Aulia Ramadhan

Personal information
- Full name: Aulia Ramadhan Lubis
- Date of birth: 27 November 2003 (age 22)
- Place of birth: Medan, Indonesia
- Height: 1.65 m (5 ft 5 in)
- Position: Defensive midfielder

Team information
- Current team: PSPS Pekanbaru
- Number: 63

Youth career
- 2019: Badak Lampung
- 2021–2023: Persis Solo U20

Senior career*
- Years: Team / Apps / (Gls)
- 2023–2024: Sada Sumut / 14 / (2)
- 2024–2025: PSPS Pekanbaru / 21 / (0)
- 2025–2026: Persik Kediri / 0 / (0)
- 2025–2026: → Persikad Depok (loan) / 21 / (0)
- 2026–: PSPS Pekanbaru / 0 / (0)

= Aulia Ramadhan =

Indonesian footballer

Aulia Ramadhan Lubis (born 27 November 2003) is an Indonesian professional footballer who plays as a defensive midfielder for Championship club PSPS Pekanbaru.

== Club career ==
He began his career by joining Badak Lampung U-16 and U-18. The following year, he joined Persis Solo Youth, which would compete in the Elite Pro Academy.

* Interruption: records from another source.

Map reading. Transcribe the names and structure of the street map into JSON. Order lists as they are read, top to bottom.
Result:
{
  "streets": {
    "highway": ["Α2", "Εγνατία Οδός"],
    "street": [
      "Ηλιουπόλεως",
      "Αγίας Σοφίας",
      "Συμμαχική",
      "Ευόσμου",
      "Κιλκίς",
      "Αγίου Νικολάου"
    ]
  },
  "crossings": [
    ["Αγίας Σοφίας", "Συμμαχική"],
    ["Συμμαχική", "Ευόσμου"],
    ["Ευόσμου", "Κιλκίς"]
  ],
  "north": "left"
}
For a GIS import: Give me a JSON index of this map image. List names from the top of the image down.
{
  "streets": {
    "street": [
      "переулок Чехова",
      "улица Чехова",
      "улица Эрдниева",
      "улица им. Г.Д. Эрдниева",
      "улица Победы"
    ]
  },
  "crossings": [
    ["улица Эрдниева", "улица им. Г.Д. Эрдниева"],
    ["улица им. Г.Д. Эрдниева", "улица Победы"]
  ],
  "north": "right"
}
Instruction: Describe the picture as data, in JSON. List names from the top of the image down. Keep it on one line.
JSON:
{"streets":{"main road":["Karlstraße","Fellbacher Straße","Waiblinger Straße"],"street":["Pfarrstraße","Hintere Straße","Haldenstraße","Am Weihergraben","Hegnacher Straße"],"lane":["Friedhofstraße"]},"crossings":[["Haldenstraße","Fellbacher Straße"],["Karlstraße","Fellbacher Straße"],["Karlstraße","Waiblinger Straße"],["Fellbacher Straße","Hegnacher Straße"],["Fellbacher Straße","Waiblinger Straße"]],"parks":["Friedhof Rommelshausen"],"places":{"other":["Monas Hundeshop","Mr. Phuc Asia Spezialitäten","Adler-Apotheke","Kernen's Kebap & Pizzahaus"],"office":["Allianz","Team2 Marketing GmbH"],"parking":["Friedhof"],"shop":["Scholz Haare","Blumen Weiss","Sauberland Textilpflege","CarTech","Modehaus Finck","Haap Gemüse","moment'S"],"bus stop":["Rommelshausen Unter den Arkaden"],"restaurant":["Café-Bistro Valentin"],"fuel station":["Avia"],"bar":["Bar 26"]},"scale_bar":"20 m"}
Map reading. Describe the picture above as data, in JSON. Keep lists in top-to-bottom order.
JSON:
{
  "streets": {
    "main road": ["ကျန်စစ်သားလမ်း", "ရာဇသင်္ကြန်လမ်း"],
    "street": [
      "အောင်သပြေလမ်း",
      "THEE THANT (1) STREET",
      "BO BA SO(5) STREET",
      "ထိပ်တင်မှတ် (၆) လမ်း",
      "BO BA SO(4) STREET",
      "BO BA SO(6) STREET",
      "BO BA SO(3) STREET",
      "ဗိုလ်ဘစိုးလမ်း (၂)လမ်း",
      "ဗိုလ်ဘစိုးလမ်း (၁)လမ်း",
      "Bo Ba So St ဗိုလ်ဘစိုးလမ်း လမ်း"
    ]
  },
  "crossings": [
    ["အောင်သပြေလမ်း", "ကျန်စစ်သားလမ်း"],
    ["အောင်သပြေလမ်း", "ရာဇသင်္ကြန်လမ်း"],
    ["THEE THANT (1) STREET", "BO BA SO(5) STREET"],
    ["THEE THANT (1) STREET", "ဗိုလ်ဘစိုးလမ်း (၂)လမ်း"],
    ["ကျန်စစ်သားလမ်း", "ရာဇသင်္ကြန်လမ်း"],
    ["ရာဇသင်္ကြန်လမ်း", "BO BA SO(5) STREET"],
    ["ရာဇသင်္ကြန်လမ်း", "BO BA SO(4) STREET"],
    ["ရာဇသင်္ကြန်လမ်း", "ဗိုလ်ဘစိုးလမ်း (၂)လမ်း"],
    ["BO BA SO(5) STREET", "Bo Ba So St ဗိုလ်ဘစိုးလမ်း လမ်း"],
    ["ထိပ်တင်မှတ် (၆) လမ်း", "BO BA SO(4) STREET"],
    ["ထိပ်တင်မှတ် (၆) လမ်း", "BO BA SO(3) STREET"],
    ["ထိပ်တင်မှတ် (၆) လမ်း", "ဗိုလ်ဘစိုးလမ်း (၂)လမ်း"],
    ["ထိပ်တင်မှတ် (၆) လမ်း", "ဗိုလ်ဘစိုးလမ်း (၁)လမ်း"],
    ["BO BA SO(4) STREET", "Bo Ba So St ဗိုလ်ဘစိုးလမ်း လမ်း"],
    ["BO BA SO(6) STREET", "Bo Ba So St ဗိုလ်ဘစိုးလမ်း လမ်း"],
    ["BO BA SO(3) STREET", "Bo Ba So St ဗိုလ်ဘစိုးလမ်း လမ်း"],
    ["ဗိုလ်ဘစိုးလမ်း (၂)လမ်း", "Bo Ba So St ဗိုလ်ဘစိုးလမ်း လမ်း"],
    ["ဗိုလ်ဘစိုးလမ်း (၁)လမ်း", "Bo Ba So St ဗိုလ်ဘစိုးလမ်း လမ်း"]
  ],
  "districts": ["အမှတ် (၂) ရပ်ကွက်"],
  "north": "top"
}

In the 2021 season, he was promoted to the first team.

=== Sada Sumut ===
On 7 August 2023, Ramadhan signed a contract with Sada Sumut. He made his professional debut on 10 September in a 0–2 away loss to Sriwijaya in Liga 2. On 8 October, he scored his first league goal from the penalty spot in a 2–1 home win over PSDS Deli Serdang.

=== PSPS Pekanbaru ===
On 2 July 2024, Ramadhan signed for PSPS Pekanbaru in Liga 2. He made his league debut on 7 September in a 3–1 home win against Persikabo 1973.

=== Persik Kediri ===
In June 2025, he signed with Super League side Persik Kediri.

==== Loan to Persikad Depok ====
In August 2025, he went out on loan to Persikad Depok in the Indonesian Championship. He made his league debut on 13 September in a 0–1 home loss to Sumsel United at Pakansari Stadium.